Walmart’s next earnings report is expected on November 17th, 2020, and investors are anxiously awaiting an update. Has Walmart carried its second quarter success through to another quarter?
Is Walmart Valuation Too High?
After second quarter earnings were announced, share prices dropped a bit, which surprised some investors. After all, the report was nearly all positive, and the company made it quite clear that it was pandemic-proof.
The drop appeared to be based on concerns that Walmart’s valuation was too high, and certain shareholders were concerned that the company would be unable to maintain its momentum through the second half of the year. However, those concerns appear unfounded.
First, the pandemic-related boost in sales likely carried through the third quarter – we’ll know for sure in mid-November. While stay-at-home and quarantine orders have relaxed somewhat, the situation is far from business as usual.
Second, concerns about an unreasonably high valuation did not consider the introduction of Walmart+. This membership program is taking Walmart into entirely new territory that promises to push sales higher in coming months.

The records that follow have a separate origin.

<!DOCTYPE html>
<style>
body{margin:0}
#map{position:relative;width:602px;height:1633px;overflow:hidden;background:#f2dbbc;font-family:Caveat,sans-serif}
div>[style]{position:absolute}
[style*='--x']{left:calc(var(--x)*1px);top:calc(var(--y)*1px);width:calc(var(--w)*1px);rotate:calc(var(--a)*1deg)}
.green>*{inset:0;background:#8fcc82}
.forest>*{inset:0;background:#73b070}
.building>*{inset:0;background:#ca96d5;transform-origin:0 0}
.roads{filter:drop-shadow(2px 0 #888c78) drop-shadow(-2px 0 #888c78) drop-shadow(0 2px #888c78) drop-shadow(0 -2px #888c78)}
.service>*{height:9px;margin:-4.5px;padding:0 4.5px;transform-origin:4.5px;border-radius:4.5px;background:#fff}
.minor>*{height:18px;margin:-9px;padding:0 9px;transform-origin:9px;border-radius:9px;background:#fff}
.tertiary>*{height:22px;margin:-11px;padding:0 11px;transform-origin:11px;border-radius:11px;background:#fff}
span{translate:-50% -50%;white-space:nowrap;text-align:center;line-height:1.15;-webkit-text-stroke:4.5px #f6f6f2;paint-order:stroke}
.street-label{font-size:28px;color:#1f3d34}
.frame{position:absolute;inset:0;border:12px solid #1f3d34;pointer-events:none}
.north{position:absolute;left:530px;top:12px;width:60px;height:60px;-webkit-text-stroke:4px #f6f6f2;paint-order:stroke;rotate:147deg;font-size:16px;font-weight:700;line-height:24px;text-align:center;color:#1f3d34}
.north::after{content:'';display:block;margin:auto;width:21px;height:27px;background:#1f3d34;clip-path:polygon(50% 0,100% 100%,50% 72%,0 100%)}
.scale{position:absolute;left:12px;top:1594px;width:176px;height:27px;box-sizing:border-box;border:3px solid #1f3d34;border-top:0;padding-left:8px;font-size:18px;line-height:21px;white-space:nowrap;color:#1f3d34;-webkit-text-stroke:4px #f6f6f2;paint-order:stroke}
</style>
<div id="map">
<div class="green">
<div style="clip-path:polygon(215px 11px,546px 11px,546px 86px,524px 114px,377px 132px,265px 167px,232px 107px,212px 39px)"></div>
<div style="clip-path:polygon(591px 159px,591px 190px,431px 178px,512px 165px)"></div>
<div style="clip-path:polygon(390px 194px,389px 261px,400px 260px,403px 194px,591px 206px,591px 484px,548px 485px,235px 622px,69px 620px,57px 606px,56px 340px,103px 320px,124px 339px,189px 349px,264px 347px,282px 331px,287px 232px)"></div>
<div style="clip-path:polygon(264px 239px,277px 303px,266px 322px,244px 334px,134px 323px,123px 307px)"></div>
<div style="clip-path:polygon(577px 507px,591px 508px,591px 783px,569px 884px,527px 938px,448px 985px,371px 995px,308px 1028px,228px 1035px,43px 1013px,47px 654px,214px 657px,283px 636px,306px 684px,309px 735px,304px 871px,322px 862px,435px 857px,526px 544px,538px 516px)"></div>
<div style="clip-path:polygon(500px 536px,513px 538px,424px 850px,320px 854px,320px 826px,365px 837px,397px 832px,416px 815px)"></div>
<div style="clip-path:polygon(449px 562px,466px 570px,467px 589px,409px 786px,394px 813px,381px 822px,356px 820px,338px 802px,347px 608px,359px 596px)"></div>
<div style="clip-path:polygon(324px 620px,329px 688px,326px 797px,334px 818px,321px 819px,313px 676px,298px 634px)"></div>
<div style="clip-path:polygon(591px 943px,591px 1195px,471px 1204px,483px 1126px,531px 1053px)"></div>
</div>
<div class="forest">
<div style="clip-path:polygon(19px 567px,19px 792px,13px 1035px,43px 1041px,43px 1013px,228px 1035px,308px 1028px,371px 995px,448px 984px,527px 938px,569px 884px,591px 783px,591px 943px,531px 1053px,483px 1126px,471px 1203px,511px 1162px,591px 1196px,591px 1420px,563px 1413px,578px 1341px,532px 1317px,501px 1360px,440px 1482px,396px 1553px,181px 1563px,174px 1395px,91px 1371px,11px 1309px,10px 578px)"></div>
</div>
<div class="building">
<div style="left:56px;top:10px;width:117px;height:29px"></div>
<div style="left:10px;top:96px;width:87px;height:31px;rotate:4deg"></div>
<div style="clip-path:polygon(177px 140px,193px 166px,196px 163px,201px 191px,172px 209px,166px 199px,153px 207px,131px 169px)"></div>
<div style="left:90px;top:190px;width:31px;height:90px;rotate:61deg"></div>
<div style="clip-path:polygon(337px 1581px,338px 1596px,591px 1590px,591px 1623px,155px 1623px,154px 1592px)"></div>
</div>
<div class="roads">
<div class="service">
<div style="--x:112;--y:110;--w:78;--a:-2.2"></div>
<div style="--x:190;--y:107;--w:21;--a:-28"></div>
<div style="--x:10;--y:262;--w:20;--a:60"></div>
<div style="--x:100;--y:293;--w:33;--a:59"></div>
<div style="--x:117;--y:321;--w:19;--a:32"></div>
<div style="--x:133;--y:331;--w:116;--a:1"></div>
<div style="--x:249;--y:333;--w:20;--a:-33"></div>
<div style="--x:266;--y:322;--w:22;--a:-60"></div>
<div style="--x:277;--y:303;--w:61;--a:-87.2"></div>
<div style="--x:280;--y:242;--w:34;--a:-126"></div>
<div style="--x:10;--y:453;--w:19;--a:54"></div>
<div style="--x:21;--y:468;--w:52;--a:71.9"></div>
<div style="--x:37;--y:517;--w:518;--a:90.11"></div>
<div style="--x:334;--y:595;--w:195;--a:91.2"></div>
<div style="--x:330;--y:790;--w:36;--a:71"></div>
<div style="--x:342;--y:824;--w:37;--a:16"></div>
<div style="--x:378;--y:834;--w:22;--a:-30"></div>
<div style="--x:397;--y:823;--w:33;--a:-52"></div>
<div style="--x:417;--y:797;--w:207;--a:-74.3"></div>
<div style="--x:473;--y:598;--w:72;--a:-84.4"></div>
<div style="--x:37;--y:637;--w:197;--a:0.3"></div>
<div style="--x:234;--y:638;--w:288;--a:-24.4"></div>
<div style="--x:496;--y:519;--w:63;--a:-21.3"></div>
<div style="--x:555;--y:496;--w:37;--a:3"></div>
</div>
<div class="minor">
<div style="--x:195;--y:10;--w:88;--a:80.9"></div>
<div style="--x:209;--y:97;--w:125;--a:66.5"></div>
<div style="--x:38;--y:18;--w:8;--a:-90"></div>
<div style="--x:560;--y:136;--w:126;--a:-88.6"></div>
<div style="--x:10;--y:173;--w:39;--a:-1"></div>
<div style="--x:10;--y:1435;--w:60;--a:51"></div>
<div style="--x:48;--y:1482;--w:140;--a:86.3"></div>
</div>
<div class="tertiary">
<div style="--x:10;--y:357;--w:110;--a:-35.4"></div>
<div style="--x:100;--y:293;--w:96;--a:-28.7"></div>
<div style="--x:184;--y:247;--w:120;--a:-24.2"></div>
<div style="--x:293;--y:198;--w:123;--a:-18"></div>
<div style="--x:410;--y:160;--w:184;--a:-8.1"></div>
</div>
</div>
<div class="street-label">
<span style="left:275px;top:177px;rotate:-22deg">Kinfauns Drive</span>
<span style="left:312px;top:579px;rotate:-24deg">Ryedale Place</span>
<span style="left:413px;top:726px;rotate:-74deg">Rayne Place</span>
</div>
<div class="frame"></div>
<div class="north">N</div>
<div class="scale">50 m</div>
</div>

As of late October, Walmart’s price-to-earnings ratio is a reasonable 23.15. While it might be a bit costly from some perspectives, most investors and analysts agree that this price accurately reflects the company’s growth prospects.
Will Walmart Stock Drop?
Every stock has its ups and downs, and Walmart is no different. Though it is on a strong upward trajectory, there are no guarantees that share prices will remain steady if there is additional political or pandemic-related turmoil.
The real question isn’t “will Walmart stock drop”, but instead, “when Walmart stock drops, will it stay down?”
It appears that it will not. With the information available right now, the consensus is that Walmart stock will ultimately increase in value, though there may be a few dips along the way.
Is Walmart Stock Overvalued? The Bottom Line
The bottom line is that while Walmart stock is reaching new heights, it does not appear to be overvalued. The company has a long history of rapid growth, and that growth is expected to continue, both short-term and long-term.
To some extent, Walmart’s share price accounts for the growth that is predicted in coming months, though many believe current prices don’t reflect the company’s full potential. If you share that perspective, Walmart is a smart buy at today’s prices, as the per-share cost is more likely to increase than decrease.